His traveling to preach the gospel took him away from his wife and large family for several days at a time. His family had the responsibility of caring for the cows, pigs, sheep, and chickens and ducks; chopping the wood; planting and harvesting crops.

He preached at the old Bartlett Church, which is still in existence. Also King’s crossing north of Thurman, along the Bluff Road (it burnt in 1991). Lastly at the Wildwood which was a few miles northeast of his home. Plus he preached wherever he was called.

Funerals (they called them “buryings”) were often in the house of the deceased and baptisms were held near or in the waters of the creek. My grandmother remembered going to Wildwood area for several baptisms which were followed by a picnic. She remarked on the girls long, white dresses floating in the creek as they were immersed one by one. This would have been the early 1900’s.

Preaching in the winter was difficult as traveling through snow, ice and extreme cold by horseback was a trial. The pay received was little or nothing. Simeon lost his wife Martha in1882. It became harder to travel very far because of young children. So he remarried and resumed his ministry. He and his wife Martha are buried in unmarked graves in the Rhodes Cemetery west of Tabor, IA. His bible, dated 1823, was handed down to me when my grandmother was still living, along with the stories she could tell of his life.

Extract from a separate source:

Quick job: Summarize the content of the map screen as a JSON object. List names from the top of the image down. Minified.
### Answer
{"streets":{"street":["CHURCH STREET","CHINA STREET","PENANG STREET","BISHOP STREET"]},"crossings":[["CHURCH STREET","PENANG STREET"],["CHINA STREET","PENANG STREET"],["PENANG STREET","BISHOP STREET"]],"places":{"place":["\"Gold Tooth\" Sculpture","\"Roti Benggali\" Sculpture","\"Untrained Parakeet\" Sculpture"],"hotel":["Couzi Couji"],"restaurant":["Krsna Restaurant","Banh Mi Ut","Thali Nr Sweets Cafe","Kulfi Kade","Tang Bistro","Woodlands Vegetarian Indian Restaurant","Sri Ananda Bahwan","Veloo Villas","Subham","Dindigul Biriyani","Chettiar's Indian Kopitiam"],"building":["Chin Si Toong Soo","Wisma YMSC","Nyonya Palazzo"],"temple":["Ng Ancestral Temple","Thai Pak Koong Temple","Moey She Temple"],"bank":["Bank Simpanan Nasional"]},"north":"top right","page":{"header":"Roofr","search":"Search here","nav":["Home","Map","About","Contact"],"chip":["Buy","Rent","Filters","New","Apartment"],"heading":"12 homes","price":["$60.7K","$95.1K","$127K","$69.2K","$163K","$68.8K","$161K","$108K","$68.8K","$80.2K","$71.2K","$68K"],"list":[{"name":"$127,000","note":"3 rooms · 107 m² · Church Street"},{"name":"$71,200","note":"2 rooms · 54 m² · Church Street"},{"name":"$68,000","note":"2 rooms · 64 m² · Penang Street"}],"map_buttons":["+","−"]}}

Simeon never knew when word would reach him that he was needed because of deaths or sickness. He had to be ready to ride when asked to come to an area. When he left, his family never knew when to expect him home. There were dangers in traveling alone. He could be thrown from his horse, injured in some way, meet up with wild animals or unsavory characters. He stayed with folks along the way but at times slept on the ground or in a drafty barn.

I can only imagine the things his Bible could tell me. It saw the county in its early days from the saddle bags of a Circuit Rider Preacher. Today the Bible is fragile and stained probably from creek or rain water, insects have used it for a meal or two but it still carries the history of a time long gone.